Indeed, eyebrows were raised when Rodgers selected Sakho, Agger, Skrtel and Toure to form a defensive back four against Southampton - a game in which Liverpool suffered their first defeat of the Premier League campaign. Given the number of options the former Swansea boss has in this position, it is of little surprise that he chose central defenders to fill in for full-backs Glen Johnson and Jose Enrique, but there was also a suggestion that the Reds’ manager simply had little idea of what his best central defensive pairing would be.
It is still unclear as to who Rodgers feels would form his ideal partnership at the heart of the defence. Daniel Agger, who has shunned the interest of a number of leading clubs over the last couple of years, is likely to be one of the first names on the team sheet when fully fit given that he was appointed as vice-captain following Jamie Carragher’s retirement.
Toure performed to a high standard at the start of the campaign and brings a wealth of experience to the side, while the younger Sakho was purchased for a significant sum of money so is also one of the leading candidates to start. Skrtel, too, after falling out of favour in the previous campaign, has been praised by Rodgers for his efforts in recent weeks. It is easy to see why the manager has such a selection problem on his hands.
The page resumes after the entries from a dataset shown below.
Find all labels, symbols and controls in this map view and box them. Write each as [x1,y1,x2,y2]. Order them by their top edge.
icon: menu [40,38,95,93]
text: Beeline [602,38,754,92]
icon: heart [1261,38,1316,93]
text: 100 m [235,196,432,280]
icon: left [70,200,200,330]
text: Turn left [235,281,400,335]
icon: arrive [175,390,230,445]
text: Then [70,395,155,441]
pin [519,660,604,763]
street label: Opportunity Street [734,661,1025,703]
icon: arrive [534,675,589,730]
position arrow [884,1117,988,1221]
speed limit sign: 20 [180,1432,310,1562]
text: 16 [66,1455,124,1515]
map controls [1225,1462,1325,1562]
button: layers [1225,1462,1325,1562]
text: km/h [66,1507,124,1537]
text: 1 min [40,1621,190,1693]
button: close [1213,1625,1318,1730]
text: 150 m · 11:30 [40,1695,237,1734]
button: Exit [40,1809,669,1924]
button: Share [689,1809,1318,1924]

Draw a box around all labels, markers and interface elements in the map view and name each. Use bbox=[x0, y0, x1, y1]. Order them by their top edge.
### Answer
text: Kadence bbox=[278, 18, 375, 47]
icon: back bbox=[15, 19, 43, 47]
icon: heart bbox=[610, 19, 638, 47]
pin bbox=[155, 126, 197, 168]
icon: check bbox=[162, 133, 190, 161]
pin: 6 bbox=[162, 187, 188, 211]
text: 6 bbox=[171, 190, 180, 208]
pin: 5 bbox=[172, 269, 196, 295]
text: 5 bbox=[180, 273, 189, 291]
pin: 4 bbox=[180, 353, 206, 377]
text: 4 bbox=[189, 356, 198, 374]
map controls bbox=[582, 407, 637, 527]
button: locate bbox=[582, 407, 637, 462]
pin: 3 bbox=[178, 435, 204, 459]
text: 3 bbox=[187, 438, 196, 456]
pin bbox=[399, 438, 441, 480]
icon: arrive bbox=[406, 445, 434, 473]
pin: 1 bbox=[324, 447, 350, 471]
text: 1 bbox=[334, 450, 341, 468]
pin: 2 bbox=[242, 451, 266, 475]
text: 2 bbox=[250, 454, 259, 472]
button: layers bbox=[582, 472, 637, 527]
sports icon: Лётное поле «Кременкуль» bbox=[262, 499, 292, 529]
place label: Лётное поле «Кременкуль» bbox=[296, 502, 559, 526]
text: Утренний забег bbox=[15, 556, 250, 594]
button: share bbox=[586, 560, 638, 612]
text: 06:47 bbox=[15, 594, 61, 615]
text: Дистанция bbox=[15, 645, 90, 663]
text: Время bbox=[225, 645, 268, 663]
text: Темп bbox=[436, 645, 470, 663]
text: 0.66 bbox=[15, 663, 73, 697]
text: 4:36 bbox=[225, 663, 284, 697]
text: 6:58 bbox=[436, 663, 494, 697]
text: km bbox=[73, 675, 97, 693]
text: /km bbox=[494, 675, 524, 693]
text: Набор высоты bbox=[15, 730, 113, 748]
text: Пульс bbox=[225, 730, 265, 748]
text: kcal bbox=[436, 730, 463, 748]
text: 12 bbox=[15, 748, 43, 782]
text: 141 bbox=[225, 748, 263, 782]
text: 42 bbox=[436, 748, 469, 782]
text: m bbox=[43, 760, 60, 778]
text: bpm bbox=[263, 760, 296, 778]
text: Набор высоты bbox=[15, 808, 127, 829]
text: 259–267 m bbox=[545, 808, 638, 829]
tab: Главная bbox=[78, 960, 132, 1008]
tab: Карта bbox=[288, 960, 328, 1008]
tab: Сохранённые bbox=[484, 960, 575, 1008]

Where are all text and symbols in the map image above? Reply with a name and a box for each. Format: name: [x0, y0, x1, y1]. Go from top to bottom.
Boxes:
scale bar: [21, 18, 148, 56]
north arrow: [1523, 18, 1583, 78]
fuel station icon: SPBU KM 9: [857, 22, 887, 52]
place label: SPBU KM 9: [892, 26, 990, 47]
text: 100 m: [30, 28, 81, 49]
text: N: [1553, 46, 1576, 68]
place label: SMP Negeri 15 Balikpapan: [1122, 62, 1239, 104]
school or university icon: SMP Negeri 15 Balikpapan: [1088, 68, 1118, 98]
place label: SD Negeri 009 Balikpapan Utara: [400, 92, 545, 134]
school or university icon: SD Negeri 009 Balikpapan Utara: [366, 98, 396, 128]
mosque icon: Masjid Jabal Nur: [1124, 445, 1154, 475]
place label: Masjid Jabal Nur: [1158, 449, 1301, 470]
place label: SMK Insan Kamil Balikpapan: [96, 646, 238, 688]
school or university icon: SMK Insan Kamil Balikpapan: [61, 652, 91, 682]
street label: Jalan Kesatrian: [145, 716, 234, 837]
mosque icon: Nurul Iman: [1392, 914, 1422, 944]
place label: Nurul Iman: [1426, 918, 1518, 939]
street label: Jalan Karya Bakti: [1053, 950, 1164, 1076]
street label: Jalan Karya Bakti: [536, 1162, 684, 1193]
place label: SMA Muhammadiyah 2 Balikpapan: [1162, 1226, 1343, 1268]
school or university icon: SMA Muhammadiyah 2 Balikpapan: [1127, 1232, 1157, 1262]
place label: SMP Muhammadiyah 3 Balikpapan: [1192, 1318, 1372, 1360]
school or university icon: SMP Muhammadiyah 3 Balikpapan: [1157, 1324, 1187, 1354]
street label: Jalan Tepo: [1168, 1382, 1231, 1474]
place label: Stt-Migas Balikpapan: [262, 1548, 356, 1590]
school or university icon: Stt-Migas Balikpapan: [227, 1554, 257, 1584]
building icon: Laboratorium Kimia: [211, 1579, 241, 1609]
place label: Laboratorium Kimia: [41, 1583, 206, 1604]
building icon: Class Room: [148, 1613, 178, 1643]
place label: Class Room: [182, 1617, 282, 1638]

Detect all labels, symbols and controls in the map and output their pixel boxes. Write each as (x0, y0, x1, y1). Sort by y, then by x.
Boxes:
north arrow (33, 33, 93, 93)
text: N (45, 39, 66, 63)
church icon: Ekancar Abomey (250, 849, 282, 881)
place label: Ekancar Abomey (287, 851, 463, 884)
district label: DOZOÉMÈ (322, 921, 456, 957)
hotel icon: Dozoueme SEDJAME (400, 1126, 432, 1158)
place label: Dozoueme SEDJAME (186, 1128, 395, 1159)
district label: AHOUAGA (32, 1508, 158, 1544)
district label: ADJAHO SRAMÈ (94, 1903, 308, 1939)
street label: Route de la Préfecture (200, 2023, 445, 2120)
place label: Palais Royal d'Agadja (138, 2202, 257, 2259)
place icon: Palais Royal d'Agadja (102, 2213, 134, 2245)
However, Rodgers has attempted to partly solve the issue by opting to field a back three in the last couple of games. Toure, Sakho and Skrtel have performed reasonably well under this system, with Enrique and Henderson playing in the wing-back roles. The 3-5-2 formation has also allowed in-form Daniel Sturridge to line up alongside star forward Luis Suarez, who last week returned from suspension. Loan signing Victor Moses has, somewhat unconvincingly, played in the pocket behind the strikers in the absence of the injured Philippe Coutinho.
Given the number of options the Anfield outfit have in the centre-back positions, the willingness of Enrique and - when he returns - Johnson to get high up the pitch, and also the developing understanding between Sturridge and Suarez, could the 3-5-2 system be the ideal one for Rodgers? Although this formation would limit Liverpool to using just two central midfielders, in a sense this also suits the manager, as the Reds have just Steven Gerrard, Jordan Henderson, Lucas Leiva and Joe Allen to fill these roles.
By using the current system, Rodgers would be able to keep his midfield fresh by rotating the players, at least until when the winter transfer window opens in January. For now, Rodgers appears to have figured a way to use his squad efficiently. It remains to be seen how long the manager will stick with this system and how many points Liverpool can gain from it.